**What is needed:**
Pull out all lines from the listing below in which the word "compass" appears.

**Exercise material:**
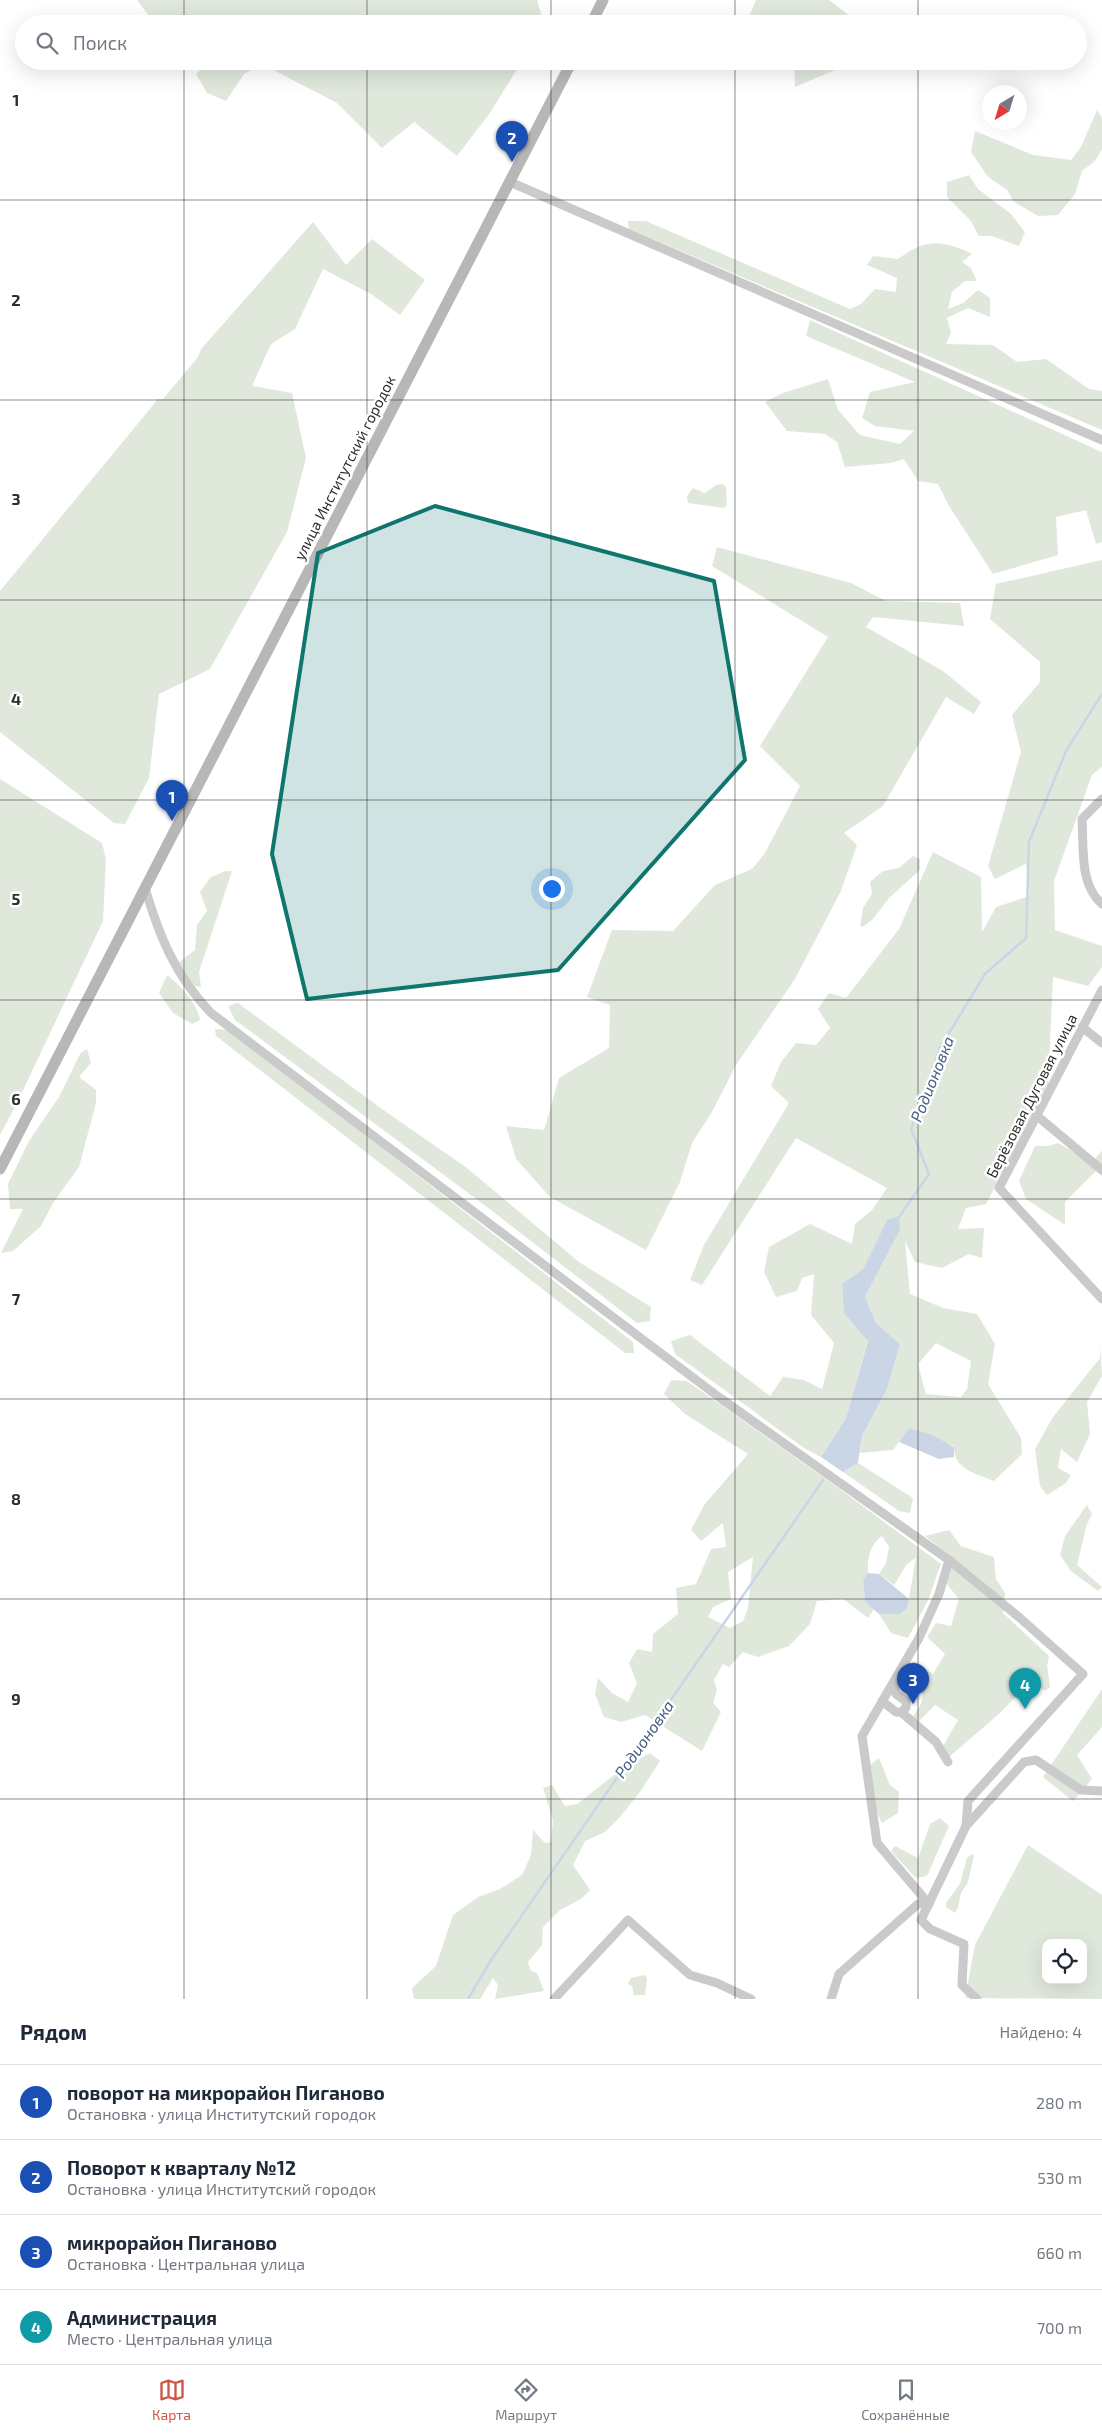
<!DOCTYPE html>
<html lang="ru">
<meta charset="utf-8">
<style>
body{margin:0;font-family:"Exo 2",sans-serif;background:#f6f6f7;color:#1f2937}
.controls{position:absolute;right:15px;bottom:15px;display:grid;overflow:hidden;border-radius:10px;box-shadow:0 5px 20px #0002}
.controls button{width:45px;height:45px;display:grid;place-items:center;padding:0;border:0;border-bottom:1px solid #e0e1e3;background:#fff;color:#1f2937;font:25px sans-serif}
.compass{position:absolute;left:982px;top:85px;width:45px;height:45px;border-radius:50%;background:#fff;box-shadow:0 5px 20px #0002;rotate:218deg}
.you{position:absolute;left:551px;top:888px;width:18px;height:18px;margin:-12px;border:4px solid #fff;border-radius:50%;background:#1a73e8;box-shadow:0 0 0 8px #1a73e833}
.badge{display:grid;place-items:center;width:32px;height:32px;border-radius:50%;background:#ce5544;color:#fff;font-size:16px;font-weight:700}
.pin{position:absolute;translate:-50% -41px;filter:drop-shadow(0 1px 2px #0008)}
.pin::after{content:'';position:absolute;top:26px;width:18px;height:15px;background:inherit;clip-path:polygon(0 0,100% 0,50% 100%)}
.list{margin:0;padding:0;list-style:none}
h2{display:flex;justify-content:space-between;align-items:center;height:65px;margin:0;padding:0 20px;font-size:21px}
h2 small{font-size:16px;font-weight:400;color:#747a83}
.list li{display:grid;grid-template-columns:32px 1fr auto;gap:15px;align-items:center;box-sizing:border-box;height:75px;padding:0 20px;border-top:1px solid #e0e1e3}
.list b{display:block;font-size:19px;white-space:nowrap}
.list p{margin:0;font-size:16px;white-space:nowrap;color:#747a83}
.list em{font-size:16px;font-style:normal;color:#747a83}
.icon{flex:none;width:28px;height:28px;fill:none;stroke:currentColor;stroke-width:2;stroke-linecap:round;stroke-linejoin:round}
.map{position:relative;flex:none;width:1102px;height:1999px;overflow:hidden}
.search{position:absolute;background:#fff;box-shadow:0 5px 20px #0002;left:15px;right:15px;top:15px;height:55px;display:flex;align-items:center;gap:12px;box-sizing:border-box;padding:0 18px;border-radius:28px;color:#747a83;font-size:19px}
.sheet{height:365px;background:#fff}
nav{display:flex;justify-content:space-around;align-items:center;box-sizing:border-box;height:70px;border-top:1px solid #e0e1e3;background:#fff;font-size:14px;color:#747a83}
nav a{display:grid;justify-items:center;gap:2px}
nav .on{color:#ce5544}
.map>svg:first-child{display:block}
</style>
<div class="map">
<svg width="1102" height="1999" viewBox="0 0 1102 1999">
<rect width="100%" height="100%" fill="#fff"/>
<g fill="#e0e8dc" fill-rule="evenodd">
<path d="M137,0h400l7,24h-389z"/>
<path d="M756,0h73l21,16 1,8h-105z"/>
<path d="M211,61h311l-32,52 -33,43 -43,-34 -32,26 -45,-45 -75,-39 -18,10 -18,27 -19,-8 -11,-19z"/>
<path d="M794,61h78l3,4 -31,1 -49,21z"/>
<path d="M1097,110l5,8v31l-7,12 -13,10 -7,23 -17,21 -20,1 -24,-14 -7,-12 -19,-13 -17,-25 4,-21 58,24 38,5 10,-13z"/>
<path d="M969,175l9,14 33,25 14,18 -6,14 -27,-10h-13l-9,-16 -23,-23v-15z"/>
<path d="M628,221h18l204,88 11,-5 14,-15 21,3 1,-14 -30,-13 6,-9 25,3c27,-20 44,-20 74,-5l-10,8 9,6 6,13h-12l-13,11 -4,17 15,-6 15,-13 12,8v19l-22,-9 -21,10 4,15 -5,11 47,1 24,17 29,-3 43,30 13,2v39l-473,-201z"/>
<path d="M313,222l33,43 26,-26 53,41 -25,35 -29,-21 -48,-25 -28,60 -24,15 -19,42 40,7 14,65 -19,74 -77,137 -51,25 -10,84 -24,46 -11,-1 -114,-91v-141l158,-192h5l35,-42 3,-8z"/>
<path d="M810,320l292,132v90l-6,2 -10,-34 -30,7 2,38 -65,19 -44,-68 -11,-22 -20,-3 -14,-22 -13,4 -46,4 -8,-25 -12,-8 -38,-3 -22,-29 18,-9 45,-14 10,31 22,25 40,9 14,-13 -39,-5 -13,-8 8,-26 45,-10 -109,-46z"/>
<path d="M723,484l3,3 1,18 -3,3 -36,-5 -1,-7 6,-8 12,5 11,-8z"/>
<path d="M717,547l134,36 35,18 74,2 4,23 -91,-9 -7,10 77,44 38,31 -7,12 -28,-17 -63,109 -39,27 13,12 -16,46 -46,88 -59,86 -24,47 -20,31 -12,39 -34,68 -96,-53 -34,-38 -10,-33 38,4 15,-52 50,-30 1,-43 -23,-8 25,-67 61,1 42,-46 37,-16 13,-16 35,-67 -40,-40 68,-109 -116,-71z"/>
<path d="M1102,560v207l-10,8 -38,106 1,49 47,16v21l-14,19 -35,-9 -5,110 -62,117 -20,4 -8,21 26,-1 -2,30 -13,-4 -27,14 -27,-6 -10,-21 5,53 33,14 34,6 18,30 -7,40 33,54 1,16 -28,27c-19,-8 -40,-11 -40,-35l-45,-18 -16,22 -33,3 2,-17 25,-47 13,-45 -24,-21 -11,-26 35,-67 -13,-10 -24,49 -21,15 2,29 24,27 -22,78 -25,39 -17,-9 -129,-94 -4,-13 19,-6 80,61 13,-19 21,3 18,9 12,-46 -23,-28 3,-41 -12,4 -5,13 -21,6 -12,-25 5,-25 41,-23 42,20 3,-20 17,-14 15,-22 -91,-50 -94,147 -12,-5 14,-35 85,-142 -18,-17 10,-24 15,-19 20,2 14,-17 -12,-19 11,-16 17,5 53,-69 34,-77 48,25 1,55 14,-25 33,-11 -3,-32 -31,15 -7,-13 33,-114 -9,-37 28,-33v-20l-50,-43 6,-35zM936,1343l35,18 -4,28 -6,8 -35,-3 -8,-30z"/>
<path d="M0,779l102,64 4,16 -3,62 -86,182 -17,32z"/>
<path d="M913,856l7,3v11l-31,28 -16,21 -10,8 -3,-1 3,-18 9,-14 -2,-12 13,-11 16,-3z"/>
<path d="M226,871h6l-33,101 2,15 -8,-1 -15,-23 17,-13 2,-25 10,-14 -7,-19 11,-15z"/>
<path d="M167,975c13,10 30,28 33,45l-8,4 -19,-11 -14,-20z"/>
<path d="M238,1003l144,106 85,59 112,94 72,45 -1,14 -13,2 -150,-116 -252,-187 -7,-14z"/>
<path d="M215,1029l14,1 404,312 1,11h-9l-409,-317z"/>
<path d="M87,1049l4,14 -12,14 17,13v13l-17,64 -26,36 -12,23 -28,25 -12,2 22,-44h-13l-2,-25 21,-43 30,-44 21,-43z"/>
<path d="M1058,1143l34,19 10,-11v25l-6,-5 -31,31v23l-39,-26 -7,-18 16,-35h13z"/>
<path d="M1100,1344l2,32 -15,26 3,32 -13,28 -16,-13 -3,19 13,7 -5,8 -19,12 -7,-9 -5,-37 18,-32 47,-59z"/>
<path d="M671,1380l16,1 150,106 104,77 -13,36 -20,38 -17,-5 -12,-19h21l7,-5 9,-51 -9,6 -13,21 -15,-11 7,-11 3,-16 -7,-11c-12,8 -15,23 -14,37l-5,7 2,22 9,7 -6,9 -25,-19 -26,2 -7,23 -21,22 -31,11 -15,-5 -14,15 -6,-3 -9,16 3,10 -4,13 8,9 -19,39 -57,-36 -24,7 -17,-5 -9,-23 3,-16 14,15 16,9 9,-19 -8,-20 8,-14 15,3 1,-18 25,-20 -2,-26 20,-4 15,-35 15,-2 -3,-24 -22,18 -10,-11 13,-25 44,-51 -63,-40 -21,-20zM753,1557l-5,51 -5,13 -13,7 -22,-11 5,-10 18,-8 -3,-27z"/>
<path d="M858,1463l55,35 -3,15 -11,-2 -56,-39z"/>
<path d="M1087,1505l5,9 -5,10 -10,41 25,22 -4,4 -27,-20 -11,-16 5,-19z"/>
<path d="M949,1530l12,16 33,11 2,22 9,14 -2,20 46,43 -2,10 3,21 -5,4 -15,-9 -31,32 -50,43 -10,-4 19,-33 -23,-15 -19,19 -4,-6 9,-14 2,-10 -20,-14 10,-19 20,13 12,-20 -18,-17 9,-14 15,3 8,-27 -14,-17 8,-24 -28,-22z"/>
<path d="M1102,1689v38l-25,28 15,24 -19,22 -30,-24z"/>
<path d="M650,1753l10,8 -20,31 -20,25 -15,15 -20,9 -12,24 17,25 -9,9 -21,11 -17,17 -1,18 -14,17 2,8 7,3 7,18 -49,8 3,-14 -5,-7 -13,21h-66l-2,-11 24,-22 17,-51 25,-18 22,-8 22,-14 9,-20 2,-25 12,13 6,-1 2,-22 -10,-32 9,-3 13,21 12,-2 46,-36z"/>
<path d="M879,1758l11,27 9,7 -1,21 -16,10 -5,-10 -7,-48z"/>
<path d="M940,1818l9,8 -22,50 -11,2 -25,-27 4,-5 23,12 12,-34z"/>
<path d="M1028,1845l74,50v104l-137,-1 10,-53zM1046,1943h37v37h-37z"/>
<path d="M972,1854l2,2 -6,26 -7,11 -3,15 -3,5 -9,-6v-4l14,-19 7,-26z"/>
<path d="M644,1975l3,3 -2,17h-11l-2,-9 -4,-2 3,-6z"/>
</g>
<g fill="#cad6e6">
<path d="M899,1216l1,14 -35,67 11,26 24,21 -13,45 -25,47 -4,27 -15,9 -22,-15 25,-39 22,-77 -24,-28 -2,-29 21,-15 24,-49z"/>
<path d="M909,1428l23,7 22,12v10l-15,2 -40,-17z"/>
<path d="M868,1573l11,1 30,25 -2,10 -7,5h-21l-14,-12 -2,-22z"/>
</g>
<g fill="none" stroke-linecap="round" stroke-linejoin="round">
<g stroke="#cad6e6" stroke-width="2.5">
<path d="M899,1217l30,-43 -18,-45 29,-81 45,-74 41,-36 3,-96 37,-91 36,-57"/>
<path d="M468,1999l23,-39 332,-480"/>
</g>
<g stroke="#cacaca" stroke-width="9">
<path d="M510,182l592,258"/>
<path d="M1102,799l-20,20c2,29 -3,65 20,85"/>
<path d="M145,888c15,50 30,87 66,125l509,385 229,162 -10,34 -20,44 -57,98 15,107 52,61"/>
<path d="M1102,990l-103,198 103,111"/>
<path d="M1082,1027l20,16"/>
<path d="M1036,1115l66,55"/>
<path d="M949,1560l71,58 63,56 -115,127 -2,25"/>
<path d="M882,1701l14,11h5l5,-4v-7l-10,-7 -3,-10"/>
<path d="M901,1712l35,30 12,20"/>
<path d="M554,1999l74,-79 62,55 27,8 34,16"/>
<path d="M831,1999l8,-25 79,-70h11"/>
<path d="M977,1999l-15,-14 2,-41 -34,-15 -9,-9 45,-94 58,-64 12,-2 45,30 21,1"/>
</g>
<g stroke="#b7b7b7" stroke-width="11">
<path d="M591,24l12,-24"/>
<path d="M0,1169l572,-1108"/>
</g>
</g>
<path fill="#0f766e" fill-opacity="0.2" stroke="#0f766e" stroke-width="4" stroke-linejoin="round" d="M435,506l279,75 31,179 -187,210 -251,29 -35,-145 46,-301z"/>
<path fill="none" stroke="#2d2d2d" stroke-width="1" stroke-opacity="0.55" d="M184,0v24M367,0v24M551,0v24M735,0v24M918,0v24M184,61v1938M367,61v1938M551,61v1938M735,61v1938M918,61v1938M0,200h1102M0,400h1102M0,600h1102M0,800h1102M0,1000h1102M0,1199h1102M0,1399h1102M0,1599h1102M0,1799h1102"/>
<g text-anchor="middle" stroke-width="5" stroke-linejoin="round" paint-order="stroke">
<g font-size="15" fill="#2d2d2d" stroke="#fff">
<text transform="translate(345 468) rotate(-63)" y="5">улица Институтский городок</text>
<text transform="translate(1032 1096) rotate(-63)" y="5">Берёзовая Дуговая улица</text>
</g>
<g font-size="16" font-style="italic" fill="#456084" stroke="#fff">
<text transform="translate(932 1079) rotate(-68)" y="6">Родионовка</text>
<text transform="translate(644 1739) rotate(-55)" y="6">Родионовка</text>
</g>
</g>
<g font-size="16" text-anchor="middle" font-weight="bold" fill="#2d2d2d" stroke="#fff" stroke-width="5" stroke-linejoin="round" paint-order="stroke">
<text x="16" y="106">1</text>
<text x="16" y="306">2</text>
<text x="16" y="505">3</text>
<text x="16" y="705">4</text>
<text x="16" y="905">5</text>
<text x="16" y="1105">6</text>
<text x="16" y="1305">7</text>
<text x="16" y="1505">8</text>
<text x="16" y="1705">9</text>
</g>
</svg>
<div class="controls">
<button><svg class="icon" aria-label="locate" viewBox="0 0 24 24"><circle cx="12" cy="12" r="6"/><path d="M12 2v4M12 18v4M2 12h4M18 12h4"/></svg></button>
</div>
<svg class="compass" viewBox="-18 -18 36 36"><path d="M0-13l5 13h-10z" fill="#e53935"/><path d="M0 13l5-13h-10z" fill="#747a83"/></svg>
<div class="you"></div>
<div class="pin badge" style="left:172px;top:821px;background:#1a4fb4">1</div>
<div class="pin badge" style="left:512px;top:162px;background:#1a4fb4">2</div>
<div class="pin badge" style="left:913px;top:1704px;background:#1a4fb4">3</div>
<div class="pin badge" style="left:1025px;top:1709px;background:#0f9aa8">4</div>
<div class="search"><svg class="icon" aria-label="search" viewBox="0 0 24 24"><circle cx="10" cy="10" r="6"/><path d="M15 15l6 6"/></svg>Поиск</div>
</div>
<section class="sheet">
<h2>Рядом<small>Найдено: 4</small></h2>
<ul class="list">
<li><span class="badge" style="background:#1a4fb4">1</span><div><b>поворот на микрорайон Пиганово</b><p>Остановка · улица Институтский городок</p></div><em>280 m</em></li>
<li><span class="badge" style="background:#1a4fb4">2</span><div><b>Поворот к кварталу №12</b><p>Остановка · улица Институтский городок</p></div><em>530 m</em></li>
<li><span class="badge" style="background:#1a4fb4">3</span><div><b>микрорайон Пиганово</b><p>Остановка · Центральная улица</p></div><em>660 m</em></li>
<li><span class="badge" style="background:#0f9aa8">4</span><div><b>Администрация</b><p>Место · Центральная улица</p></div><em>700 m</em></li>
</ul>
</section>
<nav>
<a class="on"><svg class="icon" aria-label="map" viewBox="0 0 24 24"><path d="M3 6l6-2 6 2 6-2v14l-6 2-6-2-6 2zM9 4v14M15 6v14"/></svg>Карта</a>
<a><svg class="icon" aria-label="directions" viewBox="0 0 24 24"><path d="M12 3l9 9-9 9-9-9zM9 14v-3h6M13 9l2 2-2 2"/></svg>Маршрут</a>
<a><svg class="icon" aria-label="saved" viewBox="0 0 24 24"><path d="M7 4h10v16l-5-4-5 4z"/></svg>Сохранённые</a>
</nav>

**Answer box:**
.compass{position:absolute;left:982px;top:85px;width:45px;height:45px;border-radius:50%;background:#fff;box-shadow:0 5px 20px #0002;rotate:218deg}
<svg class="compass" viewBox="-18 -18 36 36"><path d="M0-13l5 13h-10z" fill="#e53935"/><path d="M0 13l5-13h-10z" fill="#747a83"/></svg>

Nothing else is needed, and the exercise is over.